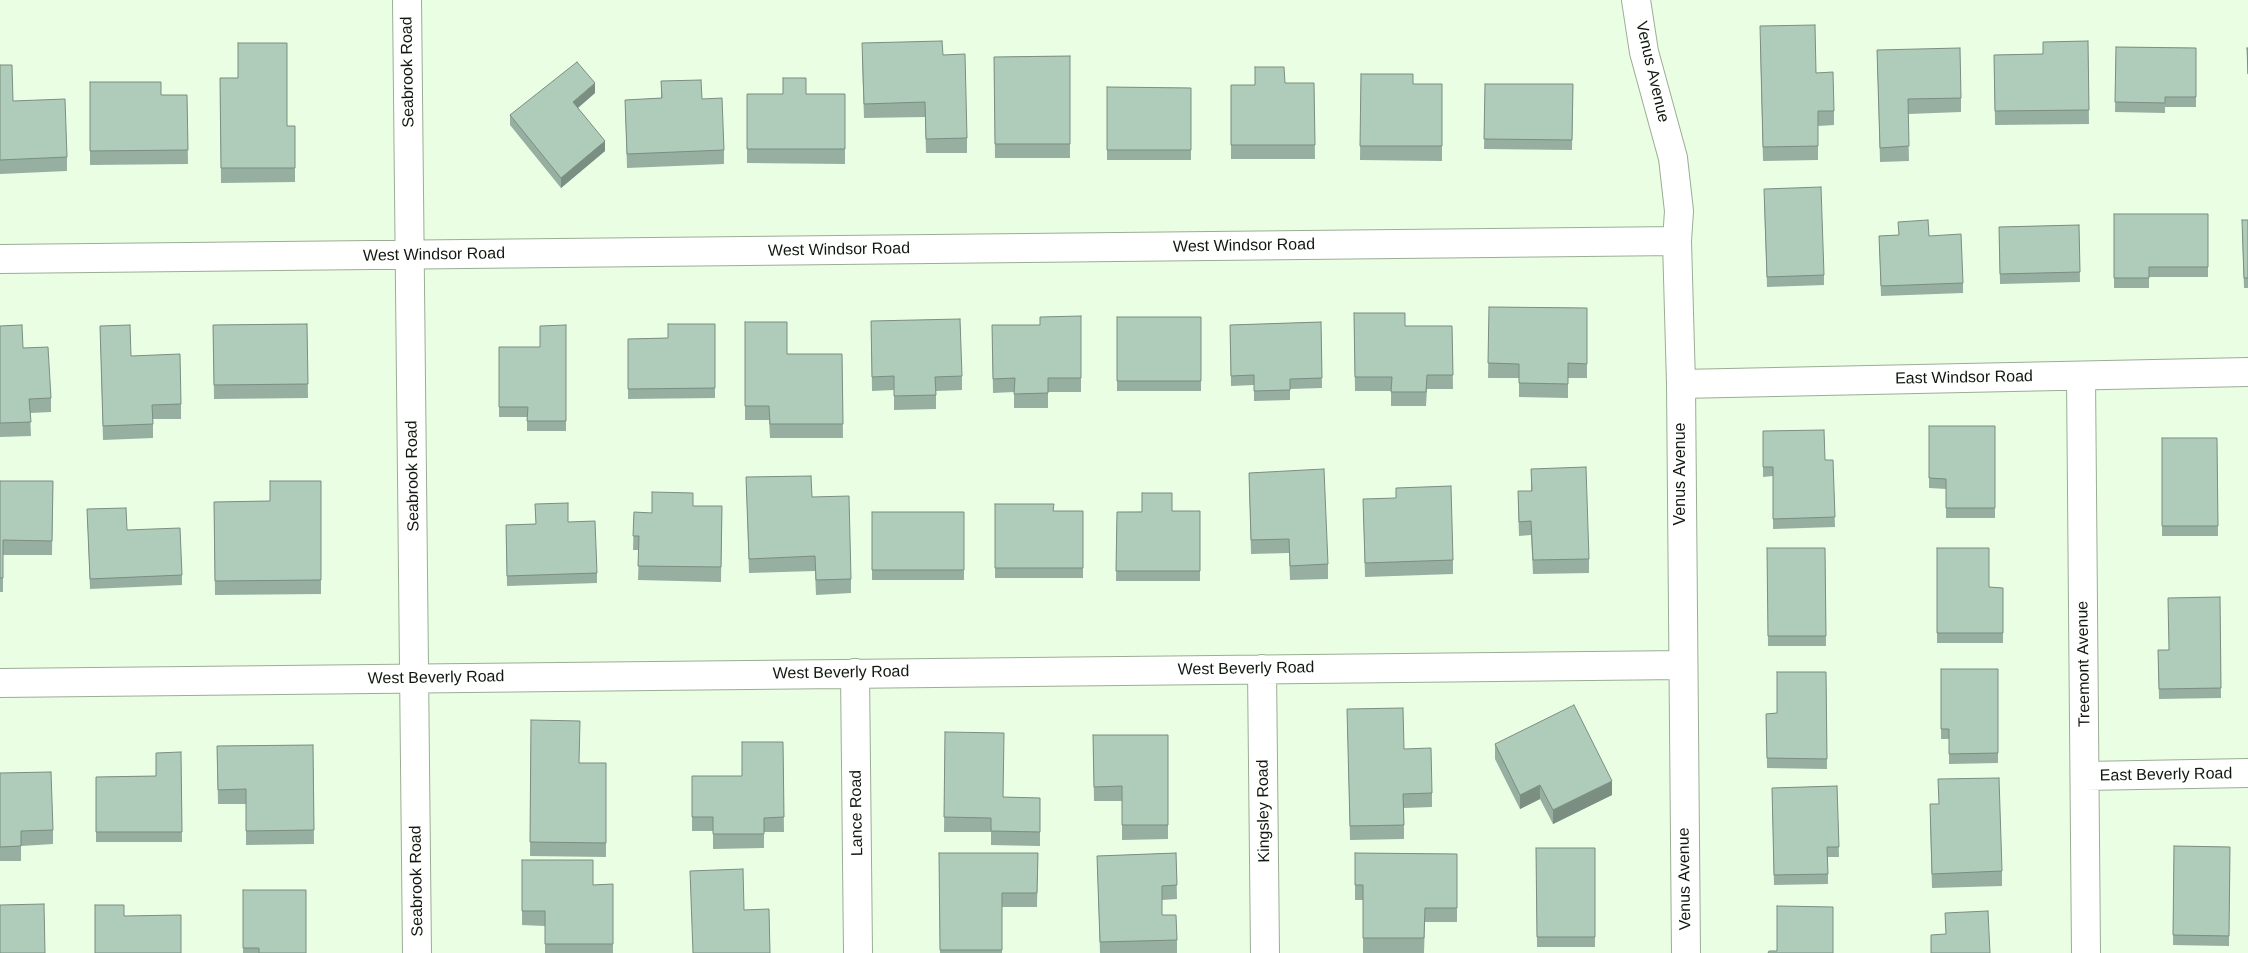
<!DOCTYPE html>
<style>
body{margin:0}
canvas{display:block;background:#eafee4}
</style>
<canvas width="2248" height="953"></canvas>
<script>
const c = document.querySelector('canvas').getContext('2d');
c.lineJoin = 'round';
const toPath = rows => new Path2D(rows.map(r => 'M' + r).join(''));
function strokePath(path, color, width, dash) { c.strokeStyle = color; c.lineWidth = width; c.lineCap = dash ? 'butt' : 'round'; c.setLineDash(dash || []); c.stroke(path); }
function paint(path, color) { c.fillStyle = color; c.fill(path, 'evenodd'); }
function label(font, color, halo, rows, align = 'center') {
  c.font = font + ' Helvetica,sans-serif'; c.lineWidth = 4.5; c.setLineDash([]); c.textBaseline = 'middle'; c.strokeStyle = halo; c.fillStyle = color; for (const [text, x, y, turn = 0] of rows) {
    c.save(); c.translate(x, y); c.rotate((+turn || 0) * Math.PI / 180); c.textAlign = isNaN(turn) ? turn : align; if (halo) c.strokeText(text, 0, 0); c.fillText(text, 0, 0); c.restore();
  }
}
const minor = toPath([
 [407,0,417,953],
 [1636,0,1644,52,1673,158,1679,211,1677,241,1681,384,1686,953],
 [0,259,1677,241],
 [2081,376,2086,953],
 [1681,384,2248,372],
 [1262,669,1265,953],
 [855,673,858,953],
 [0,683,1683,665],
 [2085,776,2248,773]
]);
const wall = toPath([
 [1760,40,1816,73,1834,111,1834,125,1818,126,1818,160,1763,161],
 [2088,41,2089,124,1995,125,1994,55,2043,54],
 [2116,47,2196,48,2196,107,2165,107,2165,113,2115,112],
 [1877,50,1961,98,1961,112,1908,114,1909,161,1880,162],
 [943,55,967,138,967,153,926,153,925,117,864,118,862,57],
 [1070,56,1070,158,995,158,994,57],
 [0,65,13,101,67,157,67,171,0,174],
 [1361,74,1413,84,1442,84,1442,161,1360,160],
 [220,78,238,78,287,126,295,126,295,182,221,183],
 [661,81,702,99,724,150,724,164,627,168,625,100,661,98],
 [90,82,161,95,187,95,188,164,90,165],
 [1285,83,1314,83,1315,159,1231,159,1231,85,1255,85],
 [1485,84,1573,84,1572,150,1484,149],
 [1107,87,1191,88,1191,160,1107,160],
 [595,93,578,108,605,151,561,188,510,125,510,115],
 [747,94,845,94,845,164,747,163],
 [1764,199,1824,275,1824,285,1767,287],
 [2114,214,2208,214,2208,277,2149,277,2149,288,2114,288],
 [2248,220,2248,288,2244,288,2242,230],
 [2079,225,2080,282,2000,284,1999,227],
 [1898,235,1929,236,1963,283,1963,293,1881,296,1879,236],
 [1489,307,1587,308,1587,378,1568,378,1568,398,1519,397,1519,378,1488,378],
 [1354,313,1405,326,1452,326,1453,389,1427,389,1426,406,1391,406,1391,391,1355,391],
 [1081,316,1081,392,1048,392,1048,408,1014,408,1014,392,993,393,992,325,1040,325],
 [1117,317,1201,317,1201,391,1117,391],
 [871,321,962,376,962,390,936,391,936,409,894,410,894,390,872,391],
 [745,322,787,354,842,354,843,438,770,438,769,420,745,420],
 [1321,322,1322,388,1290,389,1290,400,1254,401,1254,385,1231,386,1230,325],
 [307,324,308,398,214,399,213,325],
 [715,324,715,398,628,399,628,339,668,338],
 [566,325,566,431,527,431,527,417,499,417,499,347,540,347],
 [0,326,23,348,51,398,51,412,30,413,31,436,0,437],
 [100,326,181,404,181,419,153,419,153,438,103,440],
 [1929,426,1995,426,1995,518,1946,518,1946,489,1929,488],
 [1763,431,1825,460,1833,460,1835,527,1773,529,1773,476,1763,477],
 [2162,438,2217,438,2218,536,2162,536],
 [1531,469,1589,559,1589,573,1533,574,1531,535,1519,536,1518,505,1518,491,1531,491],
 [1249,473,1328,564,1328,579,1290,580,1289,553,1251,554],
 [746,477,812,497,851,579,851,593,816,595,815,571,749,573],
 [0,481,53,481,52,555,3,555,3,592,0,592],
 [321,481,321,594,215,595,214,502,270,501],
 [1363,499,1453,560,1453,574,1365,577],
 [535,504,568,522,597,573,597,583,507,586,506,525,536,524],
 [995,504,1054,511,1083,511,1083,578,995,578],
 [693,506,722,506,721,582,638,580,639,550,633,550,634,512,652,513],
 [87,509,127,530,182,575,182,585,90,589],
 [1200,511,1200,581,1116,581,1117,512],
 [872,512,964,512,964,580,872,580],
 [1767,548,1825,548,1826,646,1768,646],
 [1937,548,1989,587,2003,588,2003,643,1937,643],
 [2220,597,2221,698,2159,699,2158,650,2169,650],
 [1941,669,1998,669,1998,763,1949,764,1949,739,1941,739],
 [1826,672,1827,769,1767,768,1766,714,1777,713],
 [1347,709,1404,749,1432,793,1432,807,1404,808,1404,839,1350,840],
 [531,720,579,763,606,763,606,857,530,856],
 [945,732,1003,797,1040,798,1040,846,991,845,991,832,944,832],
 [1093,735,1168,735,1168,839,1122,840,1122,801,1094,801],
 [783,742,784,832,764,832,764,848,713,849,713,831,692,831,692,776,742,776],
 [1495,744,1612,795,1553,824,1540,799,1520,809,1495,759],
 [313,745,314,844,246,845,246,804,218,804,217,746],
 [181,752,182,842,96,842,96,777,156,776],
 [0,773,53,830,53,844,21,846,21,861,0,861],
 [1837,786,1839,857,1828,857,1828,884,1774,885,1772,788],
 [1939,804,2002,871,2002,886,1932,888,1930,818],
 [2174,846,2230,847,2229,946,2173,945],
 [1536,848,1595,848,1595,947,1537,947],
 [939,853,1038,853,1037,907,1002,907,1002,953,940,953],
 [1176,853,1177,899,1162,900,1162,915,1177,940,1177,953,1100,953,1097,856],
 [1355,853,1457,854,1457,922,1425,922,1424,953,1363,953,1363,900,1355,900],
 [522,860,593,885,613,884,613,953,545,953,545,926,522,925],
 [243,890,306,953,243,953]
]);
const shadedWall = toPath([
 [595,83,595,93,573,112,573,102],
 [605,141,605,151,561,188,561,178],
 [1612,781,1612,795,1553,824,1553,810],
 [1540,785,1540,799,1520,809,1520,795]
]);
const building = toPath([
 [1815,25,1816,73,1833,72,1834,111,1818,111,1818,146,1763,147,1760,26,1815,25],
 [942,41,943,55,965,54,967,138,926,139,925,102,864,104,862,43,942,41],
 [2088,41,2089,110,1995,111,1994,55,2043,54,2043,42,2088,41],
 [238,43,287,43,287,126,295,126,295,168,221,168,220,78,238,78,238,43],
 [2116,47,2196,48,2196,97,2165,97,2165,103,2115,102,2116,47],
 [1960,48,1961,98,1908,99,1909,146,1880,148,1877,50,1960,48],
 [2247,48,2248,48,2248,74,2247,48],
 [1070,56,1070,144,995,144,994,57,1070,56],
 [577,62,595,83,573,102,605,141,561,178,510,115,577,62],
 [0,65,12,65,13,101,65,99,67,157,0,160,0,65],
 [1255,67,1284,67,1285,83,1314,83,1315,145,1231,145,1231,85,1255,85,1255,67],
 [1361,74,1413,74,1413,84,1442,84,1442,146,1360,146,1361,74],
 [783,78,806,78,806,94,845,94,845,149,747,149,747,94,783,94,783,78],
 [701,80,702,99,722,98,724,150,627,154,625,100,662,98,661,81,701,80],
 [90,82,161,82,161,95,187,95,188,150,90,151,90,82],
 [1485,84,1573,84,1572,140,1484,139,1485,84],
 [1107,87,1191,88,1191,150,1107,150,1107,87],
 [1821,187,1824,275,1767,277,1764,189,1821,187],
 [2114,214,2208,214,2208,267,2149,267,2149,278,2114,278,2114,214],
 [1928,220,1929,236,1961,234,1963,283,1881,286,1879,236,1899,235,1898,222,1928,220],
 [2242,220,2248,220,2248,278,2244,278,2242,220],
 [2079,225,2080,272,2000,274,1999,227,2079,225],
 [1489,307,1587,308,1587,364,1568,363,1568,384,1519,383,1519,364,1488,363,1489,307],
 [1354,313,1405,313,1405,326,1452,326,1453,375,1427,375,1426,392,1391,392,1392,377,1355,377,1354,313],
 [1081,316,1081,378,1048,378,1048,393,1014,394,1015,378,993,379,992,325,1040,325,1040,317,1081,316],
 [1117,317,1201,317,1201,381,1117,381,1117,317],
 [960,319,962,376,935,377,936,395,894,396,894,376,872,377,871,321,960,319],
 [745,322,787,322,787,354,842,354,843,424,770,424,769,406,745,406,745,322],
 [1321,322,1322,378,1290,379,1290,390,1254,391,1254,375,1231,376,1230,325,1321,322],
 [307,324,308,384,214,385,213,325,307,324],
 [668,324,715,324,715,388,628,389,628,339,668,338,668,324],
 [22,325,23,348,48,347,51,398,29,399,31,422,0,423,0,326,22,325],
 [130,325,131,356,180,354,181,404,152,405,153,424,103,426,100,326,130,325],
 [566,325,566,421,527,421,528,407,499,407,499,347,540,347,540,326,566,325],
 [1929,426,1995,426,1995,508,1946,508,1946,479,1929,478,1929,426],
 [1824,430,1825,460,1833,460,1835,517,1773,519,1773,467,1763,467,1763,431,1824,430],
 [2162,438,2217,438,2218,526,2162,526,2162,438],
 [1586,467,1589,559,1533,560,1531,521,1519,522,1518,491,1532,491,1531,469,1586,467],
 [1324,469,1328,564,1290,566,1289,539,1251,540,1249,473,1324,469],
 [811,476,812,497,849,496,851,579,816,580,815,556,749,559,746,477,811,476],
 [0,481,53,481,52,541,3,540,3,578,0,578,0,481],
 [270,481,321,481,321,580,215,581,214,502,270,501,270,481],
 [1451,486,1453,560,1365,563,1363,499,1396,498,1396,488,1451,486],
 [652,492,693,493,693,506,722,506,721,567,638,566,639,536,633,536,634,512,652,513,652,492],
 [1142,493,1172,493,1172,511,1200,511,1200,571,1116,571,1117,512,1142,512,1142,493],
 [568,503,568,522,595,521,597,573,507,576,506,525,536,524,535,504,568,503],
 [995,504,1054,504,1053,511,1083,511,1083,568,995,568,995,504],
 [126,508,127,530,180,528,182,575,90,579,87,509,126,508],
 [872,512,964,512,964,570,872,570,872,512],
 [1767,548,1825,548,1826,636,1768,636,1767,548],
 [1937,548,1989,548,1989,587,2003,588,2003,633,1937,633,1937,548],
 [2220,597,2221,688,2159,689,2158,650,2169,650,2168,598,2220,597],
 [1941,669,1998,669,1998,753,1949,754,1949,729,1941,729,1941,669],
 [1777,672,1826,672,1827,759,1767,758,1766,714,1777,713,1777,672],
 [1574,705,1612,781,1553,810,1540,785,1520,795,1495,744,1574,705],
 [1403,708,1404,749,1431,748,1432,793,1403,794,1404,825,1350,826,1347,709,1403,708],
 [531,720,580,721,579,763,606,763,606,843,530,842,531,720],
 [945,732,1004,733,1003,797,1040,798,1040,832,991,831,991,818,944,817,945,732],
 [1093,735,1168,735,1168,825,1122,825,1122,786,1094,787,1093,735],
 [742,742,783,742,784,817,764,818,764,834,713,834,713,817,692,817,692,776,742,776,742,742],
 [313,745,314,830,246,831,246,789,218,790,217,746,313,745],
 [181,752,182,832,96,832,96,777,156,776,156,753,181,752],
 [51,772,53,830,21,831,21,846,0,847,0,773,51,772],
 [1999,778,2002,871,1932,874,1930,804,1939,804,1938,779,1999,778],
 [1837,786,1839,847,1827,847,1828,874,1774,875,1772,788,1837,786],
 [2174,846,2230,847,2229,936,2173,935,2174,846],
 [1536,848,1595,848,1595,937,1537,937,1536,848],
 [939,853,1038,853,1037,893,1002,893,1002,950,940,950,939,853],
 [1176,853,1177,885,1162,886,1162,915,1176,915,1177,940,1100,942,1097,856,1176,853],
 [1355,853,1457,854,1457,908,1425,908,1424,938,1363,938,1363,885,1355,885,1355,853],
 [522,860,593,860,593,885,613,884,613,944,545,944,545,911,522,911,522,860],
 [743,869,744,910,769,909,770,953,693,953,690,871,743,869],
 [243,890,306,890,306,953,259,953,259,948,243,948,243,890],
 [44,904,45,953,0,953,0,905,44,904],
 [95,905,124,905,124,916,181,915,181,953,95,953,95,905],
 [1777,906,1833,907,1833,953,1768,953,1769,951,1777,951,1777,906],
 [1988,911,1990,953,1931,953,1931,935,1946,934,1945,913,1988,911]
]);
const streetNames = [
 ["Seabrook Road",408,72,-91],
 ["Venus Avenue",1652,72,77],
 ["West Windsor Road",1244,246,-1],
 ["West Windsor Road",839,250,-1],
 ["West Windsor Road",434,255,-1],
 ["East Windsor Road",1964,378,-1],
 ["Venus Avenue",1681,474,-90],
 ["Seabrook Road",413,476,-91],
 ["Treemont Avenue",2084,664,-91],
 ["West Beverly Road",1246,669,-1],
 ["West Beverly Road",841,673,-1],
 ["West Beverly Road",436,678,-1],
 ["East Beverly Road",2166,775,-1],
 ["Kingsley Road",1264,811,-91],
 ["Lance Road",857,813,-91],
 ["Venus Avenue",1685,879,-91],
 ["Seabrook Road",417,881,-91]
];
strokePath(minor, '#9bad95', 30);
strokePath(minor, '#fff', 28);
paint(wall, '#96afa0');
paint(shadedWall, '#7a8e82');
paint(building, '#afcbba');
strokePath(building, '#7a8e82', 1);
label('16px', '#11180f', '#fff', streetNames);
</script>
□ □ □ □ □ □ □
**Your goal**: Going through the data above, count each line that contains "align" and give only that figure.

**Solution for this task**: 2